Crustal Structure Beneath Ethiopia and Kenya: Implications for Rift Development in Eastern Africa

Crustal Structure Beneath Ethiopia and Kenya: Implications for Rift Development in Eastern Africa Location map of the study region showing topography, Precambrian terrains, the outline of the Cenozoic East African rift system, and the distribution of broadband seismic stations in Ethiopia, Kenya and Tanzania.

H-k stack of receiver functions for a Vp value of 6.5 km/s for station DMRK. To the left of each receiver function, the top number gives the event azimuth and the bottom number gives the event distance in degrees. Contours map out percentage values of the objective function.

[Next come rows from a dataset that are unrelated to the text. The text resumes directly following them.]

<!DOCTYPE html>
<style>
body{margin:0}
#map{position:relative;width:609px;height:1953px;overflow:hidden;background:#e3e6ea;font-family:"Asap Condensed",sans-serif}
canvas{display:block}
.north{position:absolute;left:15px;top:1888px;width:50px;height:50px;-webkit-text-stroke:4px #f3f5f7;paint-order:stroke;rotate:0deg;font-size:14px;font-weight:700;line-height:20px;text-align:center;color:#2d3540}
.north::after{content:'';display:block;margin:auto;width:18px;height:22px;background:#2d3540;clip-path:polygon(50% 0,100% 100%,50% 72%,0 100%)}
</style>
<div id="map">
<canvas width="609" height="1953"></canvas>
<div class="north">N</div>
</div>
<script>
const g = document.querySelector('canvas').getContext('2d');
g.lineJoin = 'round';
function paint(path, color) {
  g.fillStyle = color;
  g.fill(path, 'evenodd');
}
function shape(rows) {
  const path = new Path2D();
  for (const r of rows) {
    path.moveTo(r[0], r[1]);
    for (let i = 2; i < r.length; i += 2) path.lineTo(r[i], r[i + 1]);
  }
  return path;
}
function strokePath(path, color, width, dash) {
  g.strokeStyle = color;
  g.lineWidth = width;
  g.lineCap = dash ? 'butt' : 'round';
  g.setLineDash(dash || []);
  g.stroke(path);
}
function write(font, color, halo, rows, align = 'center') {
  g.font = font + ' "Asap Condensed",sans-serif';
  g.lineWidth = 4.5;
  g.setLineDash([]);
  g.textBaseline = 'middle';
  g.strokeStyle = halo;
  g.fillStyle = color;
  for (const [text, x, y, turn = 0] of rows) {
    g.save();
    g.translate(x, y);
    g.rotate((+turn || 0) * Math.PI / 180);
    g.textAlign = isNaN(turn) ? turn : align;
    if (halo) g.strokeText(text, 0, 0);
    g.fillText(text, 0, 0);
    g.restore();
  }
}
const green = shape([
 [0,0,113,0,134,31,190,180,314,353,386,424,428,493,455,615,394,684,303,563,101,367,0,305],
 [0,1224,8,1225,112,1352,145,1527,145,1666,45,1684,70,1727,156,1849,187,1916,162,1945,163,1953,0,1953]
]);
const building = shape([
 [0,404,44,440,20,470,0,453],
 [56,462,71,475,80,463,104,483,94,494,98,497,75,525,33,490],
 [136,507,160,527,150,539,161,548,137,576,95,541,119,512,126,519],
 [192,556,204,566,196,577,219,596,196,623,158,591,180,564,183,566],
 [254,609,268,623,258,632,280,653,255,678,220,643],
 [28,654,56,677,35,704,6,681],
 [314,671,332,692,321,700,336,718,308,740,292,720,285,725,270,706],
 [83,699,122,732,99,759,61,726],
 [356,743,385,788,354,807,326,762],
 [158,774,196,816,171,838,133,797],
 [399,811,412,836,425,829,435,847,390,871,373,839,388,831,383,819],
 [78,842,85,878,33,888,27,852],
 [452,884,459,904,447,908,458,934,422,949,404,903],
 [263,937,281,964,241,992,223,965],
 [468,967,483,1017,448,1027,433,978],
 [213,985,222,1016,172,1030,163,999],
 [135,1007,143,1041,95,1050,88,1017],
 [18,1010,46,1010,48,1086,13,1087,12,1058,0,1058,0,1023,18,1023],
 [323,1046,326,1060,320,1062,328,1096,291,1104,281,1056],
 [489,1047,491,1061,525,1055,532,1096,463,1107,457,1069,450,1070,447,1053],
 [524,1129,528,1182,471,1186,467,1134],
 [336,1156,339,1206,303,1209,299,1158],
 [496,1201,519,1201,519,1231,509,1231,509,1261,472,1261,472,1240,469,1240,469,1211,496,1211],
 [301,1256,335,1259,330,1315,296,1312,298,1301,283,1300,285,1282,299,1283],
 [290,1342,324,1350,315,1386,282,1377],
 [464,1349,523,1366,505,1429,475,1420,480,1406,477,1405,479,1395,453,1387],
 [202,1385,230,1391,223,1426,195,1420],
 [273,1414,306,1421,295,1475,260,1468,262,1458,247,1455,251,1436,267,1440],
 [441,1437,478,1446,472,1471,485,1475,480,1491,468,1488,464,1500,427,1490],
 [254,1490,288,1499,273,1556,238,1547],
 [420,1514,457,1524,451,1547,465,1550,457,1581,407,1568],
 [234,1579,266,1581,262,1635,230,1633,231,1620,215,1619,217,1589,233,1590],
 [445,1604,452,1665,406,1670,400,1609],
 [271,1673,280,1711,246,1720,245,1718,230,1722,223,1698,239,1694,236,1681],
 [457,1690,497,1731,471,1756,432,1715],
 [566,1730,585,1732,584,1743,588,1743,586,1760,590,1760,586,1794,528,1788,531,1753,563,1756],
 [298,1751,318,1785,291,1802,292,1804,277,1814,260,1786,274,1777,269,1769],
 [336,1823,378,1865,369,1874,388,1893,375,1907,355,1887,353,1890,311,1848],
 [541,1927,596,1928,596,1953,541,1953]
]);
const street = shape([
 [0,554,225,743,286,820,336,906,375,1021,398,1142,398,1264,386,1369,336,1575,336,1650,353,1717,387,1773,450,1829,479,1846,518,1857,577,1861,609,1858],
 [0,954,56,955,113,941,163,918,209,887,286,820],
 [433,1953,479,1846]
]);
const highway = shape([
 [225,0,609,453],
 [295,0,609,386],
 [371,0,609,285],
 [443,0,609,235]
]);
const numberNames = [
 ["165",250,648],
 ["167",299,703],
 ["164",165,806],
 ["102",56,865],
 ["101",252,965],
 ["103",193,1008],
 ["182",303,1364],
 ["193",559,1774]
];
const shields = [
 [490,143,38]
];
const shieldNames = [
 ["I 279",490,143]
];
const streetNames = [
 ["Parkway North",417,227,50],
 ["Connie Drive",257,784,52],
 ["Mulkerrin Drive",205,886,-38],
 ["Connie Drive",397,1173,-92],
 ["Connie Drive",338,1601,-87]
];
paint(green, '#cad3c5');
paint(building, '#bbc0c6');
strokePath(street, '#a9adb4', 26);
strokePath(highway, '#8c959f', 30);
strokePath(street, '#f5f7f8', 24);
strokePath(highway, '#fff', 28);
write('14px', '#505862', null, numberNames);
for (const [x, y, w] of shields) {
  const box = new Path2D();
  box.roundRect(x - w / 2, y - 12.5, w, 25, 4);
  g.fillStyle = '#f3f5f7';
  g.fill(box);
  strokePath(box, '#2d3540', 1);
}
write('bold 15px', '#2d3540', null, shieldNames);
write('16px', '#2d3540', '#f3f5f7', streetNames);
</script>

Moho depths and Poisson’s ratios (the first and the second numbers next to each station, respectively) obtained in this study and for Tanzania by previous studies.

The East African Rift System (EARS) is one of the largest continental rift systems on Earth, extending from the Afar region of Ethiopia southward to beyond the Zambezi River (Figure 1). Crustal structure was investigated within and surrounding the Eastern Branch of the EARS in Ethiopia and Kenya to determine the extent to which the Precambrian crustal structure has been modified by the Cenozoic tectonism found there. Two methods of receiver function analysis, the H-k method (Figure 2), and direct stacks of the waveforms, were used to analyze broadband seismic data that came from two IRIS/PASSCAL broadband seismic experiments conducted in Ethiopia between 2000 and 2002 and in Kenya between 2001 and 2002 (Figure 1). Crustal thickness to the east of the Kenya rift varies between 39 to 42 km and Poisson’s ratios for the crust vary between 0.24 and 0.27 (Figure 3). To the west of the Kenya rift, Moho depths vary between 37 and 38 km and Poisson’s ratios vary between 0.24 and 0.27. These findings support previous studies showing that crust away from the Kenya rift has not been modified extensively by the Cenozoic rifting and magmatism. Beneath the Ethiopian Plateau on either side of the Main Ethiopian Rift, crustal thickness ranges from 33 to 44 km, and Poisson’s ratios vary from 0.23 to 0.28. Within the Main Ethiopian Rift, Moho depths vary from 27 to 38 km, and Poisson’s ratios range from 0.27 to 0.35 (Figure 3). A crustal thickness of 25 km and a Poisson’s ratio of 0.36 were obtained for a single station in the Afar Depression. When compared to the Mozambique Belt crust in Tanzania and Kenya, as well as global averages, these results indicate that the crust beneath the Ethiopian Plateau has not been modified significantly by the Cenozoic rifting and magmatism.